Over the years, it hosted Masses, weddings and baptisms. Rosary services for the recently deceased have been held there. The church is also a popular setting for Las Posadas, a Catholic devotion practiced during the Christmas season, that recreates Mary and Joseph’s search for lodging in Bethlehem.
“We are families of faith who are carrying on the traditions of those who came before us,” said Pecos resident Corrine Roybal.
But severe cracking discovered in the church’s south wall in 2021, caused by moisture and soil erosion, threatened the structure’s stability.
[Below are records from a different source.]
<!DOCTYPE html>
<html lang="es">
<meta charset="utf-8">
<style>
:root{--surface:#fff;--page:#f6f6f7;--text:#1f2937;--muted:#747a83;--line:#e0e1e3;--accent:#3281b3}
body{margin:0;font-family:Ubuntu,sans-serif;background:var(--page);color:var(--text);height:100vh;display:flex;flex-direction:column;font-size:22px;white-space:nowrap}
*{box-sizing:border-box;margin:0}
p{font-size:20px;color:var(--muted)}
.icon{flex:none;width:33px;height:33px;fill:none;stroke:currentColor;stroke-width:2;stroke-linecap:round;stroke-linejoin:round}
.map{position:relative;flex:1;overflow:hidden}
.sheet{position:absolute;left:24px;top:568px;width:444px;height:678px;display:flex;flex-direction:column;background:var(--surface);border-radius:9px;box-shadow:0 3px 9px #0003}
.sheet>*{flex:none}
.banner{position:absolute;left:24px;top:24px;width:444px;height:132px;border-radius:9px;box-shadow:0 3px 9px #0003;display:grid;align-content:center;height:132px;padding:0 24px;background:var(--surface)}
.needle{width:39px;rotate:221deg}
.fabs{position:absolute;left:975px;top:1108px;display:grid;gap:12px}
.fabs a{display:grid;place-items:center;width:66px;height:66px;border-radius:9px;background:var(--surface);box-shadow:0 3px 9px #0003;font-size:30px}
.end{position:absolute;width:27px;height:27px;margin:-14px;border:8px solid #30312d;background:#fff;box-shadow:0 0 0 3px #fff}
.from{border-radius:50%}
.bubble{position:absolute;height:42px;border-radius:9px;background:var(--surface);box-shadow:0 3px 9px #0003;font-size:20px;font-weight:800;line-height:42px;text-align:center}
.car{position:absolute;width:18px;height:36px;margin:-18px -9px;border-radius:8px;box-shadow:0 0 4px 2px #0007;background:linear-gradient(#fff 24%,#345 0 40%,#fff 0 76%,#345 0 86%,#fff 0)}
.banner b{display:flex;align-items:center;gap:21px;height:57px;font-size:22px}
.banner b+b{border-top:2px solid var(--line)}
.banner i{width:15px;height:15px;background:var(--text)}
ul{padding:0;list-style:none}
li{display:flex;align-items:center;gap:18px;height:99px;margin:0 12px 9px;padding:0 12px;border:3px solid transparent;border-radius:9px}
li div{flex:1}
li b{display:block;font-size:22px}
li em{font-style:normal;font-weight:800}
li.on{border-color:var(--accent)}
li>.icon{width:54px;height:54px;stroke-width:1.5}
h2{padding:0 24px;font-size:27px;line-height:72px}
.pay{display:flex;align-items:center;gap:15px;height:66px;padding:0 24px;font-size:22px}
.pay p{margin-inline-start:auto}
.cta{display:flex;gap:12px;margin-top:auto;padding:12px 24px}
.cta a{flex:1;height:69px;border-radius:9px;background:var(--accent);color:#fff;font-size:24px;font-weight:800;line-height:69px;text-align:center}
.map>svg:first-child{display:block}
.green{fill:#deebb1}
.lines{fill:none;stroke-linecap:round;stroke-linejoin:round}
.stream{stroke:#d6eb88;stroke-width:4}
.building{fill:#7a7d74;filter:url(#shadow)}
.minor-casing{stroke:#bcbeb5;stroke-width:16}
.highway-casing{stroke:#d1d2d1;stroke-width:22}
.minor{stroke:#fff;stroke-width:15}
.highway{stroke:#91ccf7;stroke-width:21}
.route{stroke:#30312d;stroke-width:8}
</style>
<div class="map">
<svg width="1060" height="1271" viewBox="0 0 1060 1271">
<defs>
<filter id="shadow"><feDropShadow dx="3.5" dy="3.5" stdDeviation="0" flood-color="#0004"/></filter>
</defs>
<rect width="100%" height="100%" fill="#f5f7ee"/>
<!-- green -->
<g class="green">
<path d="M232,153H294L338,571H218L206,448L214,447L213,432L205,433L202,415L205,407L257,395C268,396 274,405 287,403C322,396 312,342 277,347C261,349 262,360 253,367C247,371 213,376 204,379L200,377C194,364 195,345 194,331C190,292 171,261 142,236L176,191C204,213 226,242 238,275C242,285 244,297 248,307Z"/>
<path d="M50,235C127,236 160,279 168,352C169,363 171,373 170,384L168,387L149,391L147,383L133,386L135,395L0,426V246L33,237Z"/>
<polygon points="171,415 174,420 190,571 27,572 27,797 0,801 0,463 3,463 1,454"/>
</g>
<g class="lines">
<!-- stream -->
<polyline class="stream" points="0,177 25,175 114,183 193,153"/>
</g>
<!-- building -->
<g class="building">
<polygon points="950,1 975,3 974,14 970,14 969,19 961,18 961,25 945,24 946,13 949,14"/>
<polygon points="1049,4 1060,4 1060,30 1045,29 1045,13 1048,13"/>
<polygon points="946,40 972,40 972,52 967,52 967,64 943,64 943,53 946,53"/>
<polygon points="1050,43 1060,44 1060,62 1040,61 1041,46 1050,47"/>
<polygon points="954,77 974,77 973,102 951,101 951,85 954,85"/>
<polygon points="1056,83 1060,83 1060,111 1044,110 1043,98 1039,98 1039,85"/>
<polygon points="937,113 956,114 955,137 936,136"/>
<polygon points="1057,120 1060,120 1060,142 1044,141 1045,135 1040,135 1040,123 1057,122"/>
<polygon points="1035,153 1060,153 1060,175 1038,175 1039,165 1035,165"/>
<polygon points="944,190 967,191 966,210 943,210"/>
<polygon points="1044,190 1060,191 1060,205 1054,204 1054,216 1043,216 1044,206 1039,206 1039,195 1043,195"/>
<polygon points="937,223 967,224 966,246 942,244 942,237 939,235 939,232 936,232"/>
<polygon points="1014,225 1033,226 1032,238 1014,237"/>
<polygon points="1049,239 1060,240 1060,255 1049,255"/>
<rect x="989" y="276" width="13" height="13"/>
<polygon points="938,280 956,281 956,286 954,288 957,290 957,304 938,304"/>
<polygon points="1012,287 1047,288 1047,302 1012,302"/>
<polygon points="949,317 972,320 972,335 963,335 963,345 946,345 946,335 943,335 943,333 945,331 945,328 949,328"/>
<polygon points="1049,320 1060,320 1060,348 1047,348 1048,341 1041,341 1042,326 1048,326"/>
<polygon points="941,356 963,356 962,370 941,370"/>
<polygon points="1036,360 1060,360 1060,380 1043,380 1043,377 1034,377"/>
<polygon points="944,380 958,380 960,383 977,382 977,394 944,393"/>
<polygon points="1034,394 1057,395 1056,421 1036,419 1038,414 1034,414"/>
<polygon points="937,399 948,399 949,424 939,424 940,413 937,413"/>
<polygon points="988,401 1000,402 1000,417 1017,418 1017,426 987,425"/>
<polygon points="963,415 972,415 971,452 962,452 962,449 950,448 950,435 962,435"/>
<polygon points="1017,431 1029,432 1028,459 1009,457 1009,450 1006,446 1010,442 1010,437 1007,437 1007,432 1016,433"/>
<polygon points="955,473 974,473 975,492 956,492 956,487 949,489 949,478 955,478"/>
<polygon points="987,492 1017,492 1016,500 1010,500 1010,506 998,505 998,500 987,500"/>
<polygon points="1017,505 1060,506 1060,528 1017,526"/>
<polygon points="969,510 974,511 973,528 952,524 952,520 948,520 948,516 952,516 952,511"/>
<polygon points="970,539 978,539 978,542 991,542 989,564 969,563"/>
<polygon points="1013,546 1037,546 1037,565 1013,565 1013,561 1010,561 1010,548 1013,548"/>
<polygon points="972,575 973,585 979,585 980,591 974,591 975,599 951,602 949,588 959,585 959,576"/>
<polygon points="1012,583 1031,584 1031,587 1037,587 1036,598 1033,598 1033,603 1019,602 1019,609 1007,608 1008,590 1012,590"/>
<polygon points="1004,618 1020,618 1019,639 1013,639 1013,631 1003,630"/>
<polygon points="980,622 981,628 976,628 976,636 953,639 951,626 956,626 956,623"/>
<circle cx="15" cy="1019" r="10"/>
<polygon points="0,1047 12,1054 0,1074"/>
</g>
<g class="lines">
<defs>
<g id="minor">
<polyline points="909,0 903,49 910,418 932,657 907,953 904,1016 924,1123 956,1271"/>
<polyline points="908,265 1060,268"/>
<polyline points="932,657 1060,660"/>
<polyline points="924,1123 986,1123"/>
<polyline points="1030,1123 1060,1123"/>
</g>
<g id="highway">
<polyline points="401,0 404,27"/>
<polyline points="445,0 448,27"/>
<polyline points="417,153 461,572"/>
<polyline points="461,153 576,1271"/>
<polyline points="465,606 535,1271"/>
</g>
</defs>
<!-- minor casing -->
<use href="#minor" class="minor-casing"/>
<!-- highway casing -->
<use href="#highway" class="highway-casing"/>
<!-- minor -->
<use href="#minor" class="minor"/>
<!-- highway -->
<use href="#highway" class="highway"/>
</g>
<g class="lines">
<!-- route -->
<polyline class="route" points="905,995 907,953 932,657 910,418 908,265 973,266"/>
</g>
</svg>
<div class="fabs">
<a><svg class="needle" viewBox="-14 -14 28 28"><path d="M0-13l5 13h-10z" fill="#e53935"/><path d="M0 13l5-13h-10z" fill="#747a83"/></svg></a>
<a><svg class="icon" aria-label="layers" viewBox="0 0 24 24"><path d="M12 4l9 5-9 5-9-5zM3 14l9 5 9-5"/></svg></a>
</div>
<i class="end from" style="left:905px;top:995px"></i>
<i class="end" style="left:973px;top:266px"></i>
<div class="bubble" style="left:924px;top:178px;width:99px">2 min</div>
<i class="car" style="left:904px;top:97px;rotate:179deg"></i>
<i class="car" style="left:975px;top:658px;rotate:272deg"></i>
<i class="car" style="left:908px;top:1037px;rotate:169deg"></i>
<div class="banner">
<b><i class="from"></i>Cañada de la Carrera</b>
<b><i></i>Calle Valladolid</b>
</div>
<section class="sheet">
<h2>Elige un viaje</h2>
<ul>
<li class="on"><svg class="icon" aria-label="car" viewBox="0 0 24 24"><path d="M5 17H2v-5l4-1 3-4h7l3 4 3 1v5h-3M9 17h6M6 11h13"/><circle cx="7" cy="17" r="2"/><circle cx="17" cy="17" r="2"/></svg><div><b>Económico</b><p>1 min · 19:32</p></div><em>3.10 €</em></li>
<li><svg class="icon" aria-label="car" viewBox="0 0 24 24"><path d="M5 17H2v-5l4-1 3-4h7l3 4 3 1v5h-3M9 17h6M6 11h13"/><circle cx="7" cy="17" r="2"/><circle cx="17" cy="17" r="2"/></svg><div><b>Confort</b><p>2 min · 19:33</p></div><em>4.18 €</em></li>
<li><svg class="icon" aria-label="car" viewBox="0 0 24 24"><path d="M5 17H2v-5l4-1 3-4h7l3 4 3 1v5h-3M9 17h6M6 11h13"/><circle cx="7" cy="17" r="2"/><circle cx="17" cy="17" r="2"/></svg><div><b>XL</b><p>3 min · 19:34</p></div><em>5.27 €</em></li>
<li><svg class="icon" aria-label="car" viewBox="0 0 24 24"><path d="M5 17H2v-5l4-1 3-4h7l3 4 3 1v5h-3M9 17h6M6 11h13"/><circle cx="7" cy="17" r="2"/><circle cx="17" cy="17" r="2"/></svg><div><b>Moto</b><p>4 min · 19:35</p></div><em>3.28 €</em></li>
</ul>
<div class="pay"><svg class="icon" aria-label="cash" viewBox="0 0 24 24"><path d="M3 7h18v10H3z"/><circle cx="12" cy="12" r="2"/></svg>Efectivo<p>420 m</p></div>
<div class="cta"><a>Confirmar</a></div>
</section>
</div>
This and COVID forced the church to be closed to the public.
To address the damage, siblings Irene Romero, Lucille Quintana, Emily Ortiz and Mary Helen Biles, majordomos, or caretakers, for Our Lady of Guadalupe, spearheaded a fundraiser in honor of their father, Ramon J. Vigil, who was born and raised in El Macho Canyon and attended the church.
The women collected close to $175,000. Most of which came from donations, she said. The rest came from a Catholic Foundation grant.
“We went door to door, telling residents of the dire need of our church and left them with envelopes to donate,” Ortiz said. “They were so gracious and excited. Without their generosity, this project probably would not have happened.”
“I would have hated for the church to shut down because we couldn’t repair it,” Romero said.
Work included putting up 1,600 mud bricks on the south wall and adding a cement foundation that Victor Ortiz, Emily Ortiz’s husband, said he hopes will allow the building to last longer.
“I’m kind of just proud that we were able to finish this and not have to close the church permanently and kind of give up,” Emily Ortiz said. “I think the faith they (family) instilled in us kind of kept us going to make this happen.”
But Emily Ortiz and her sisters know they won’t be able to watch over the church forever.
“I want the younger generation to carry on that tradition of being caretakers,” she said.
Her son, Anthony Ortiz, 43, said he hopes to one day take the baton from his mom and aunts.
“They’ve been caretakers for years,” he said. “So, I think for us, for my generation, it’s going to be our turn soon to step in and help care for this mission.
“It’s a part of our culture, part of our ancestry and, for sure, our responsibility.”